もちろん結社の運営者たちもこういう事態に気づいていろいろな打開策をこうじているようです。たとえば一例をあげると、「アララギ」終刊後に分裂した「短歌21世紀」という結社があります。そこでは、20代30代くらいの若いメンバーだけを集め、一定のページを割いて、彼等に自由に編集できるスペースをもうけています。どことなく学生の同人誌のような雰囲気がありますが、結社内部での多少の摩擦を覚悟の上で、運営者たちが思い切ったのだと思います。そのメンバーの一人の、20代の女性に話を聞いてみたところ、うちの先生たちは若者にとても甘いので困ります。まだ一人前でもないうちから一人前扱いするものだから、それに追いつくための勉強がたいへんなんですよ、と言っているんです。驚きました。押しつけられるのを嫌がる世代だと思うのですが、自由にやれと言われるとほんとに一生懸命になるんですね。

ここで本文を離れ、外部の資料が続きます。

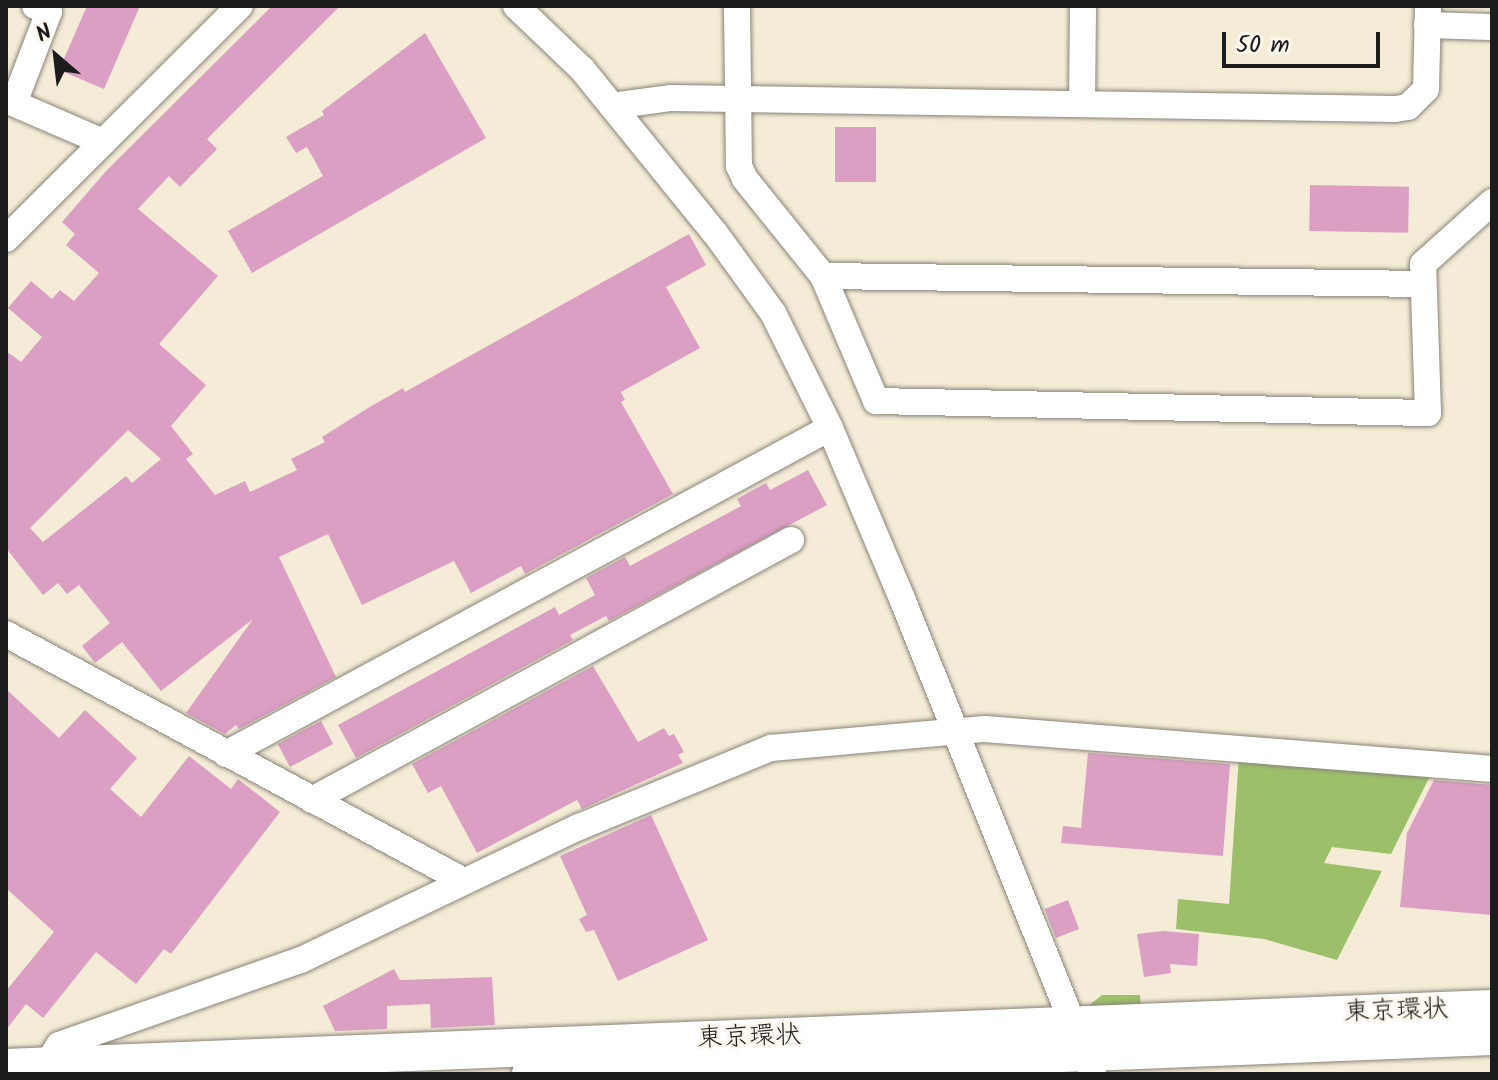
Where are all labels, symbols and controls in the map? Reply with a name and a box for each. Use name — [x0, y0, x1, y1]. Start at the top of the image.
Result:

それで、もちろんこうした例外もあるわけですが、新しい集団のスタイルが求められるべきだという事実はかわりません。これから、ぼくたちが実験的に運営している集団をご紹介したいと思うのですが、その前にもう一つ、みなさんにとっても大事なグループの話をしておきたいと思います。大事なグループというのは、ここにいる多くのみなさんがかかわっている「風」のことです。ぼくは、外から見ているだけなので、李正子先生がメンバーのみなさんに対してどれくらい優しいかあるいは怖いかというのは存じあげていないのですが、決して古い体質の「先生」ではなく、現代風な集団のリーダー的な存在であると思います。「風」を読んでそれを強く感じました。「風」は、古い結社の体質から抜け出した新しいタイプの集団だと思います。もしかすると内部からは自覚しにくいかも知れませんが、これはとても大事なことです。5年という時間で合同歌集『セ パラム』にいたったということはほんとにたいへんなことだと思います。みなさんの多大な努力もあったでしょうし、李先生のリーディングもすぐれていたのだと思いますが、グループの在り方そのものが新しくてすぐれているわけなんです。先程の批評で、一通り触れさせていただきましたが、実に多彩な個性を許容し、ここぞというポイントでは李先生が指導的にアドバイスをされている様子で、ほんとにいきいきと活動されているんですね。これからもどんどんのびてゆくグループだと思います。同人誌でも結社でもない新しい集団として、さらに期待したいと思っています。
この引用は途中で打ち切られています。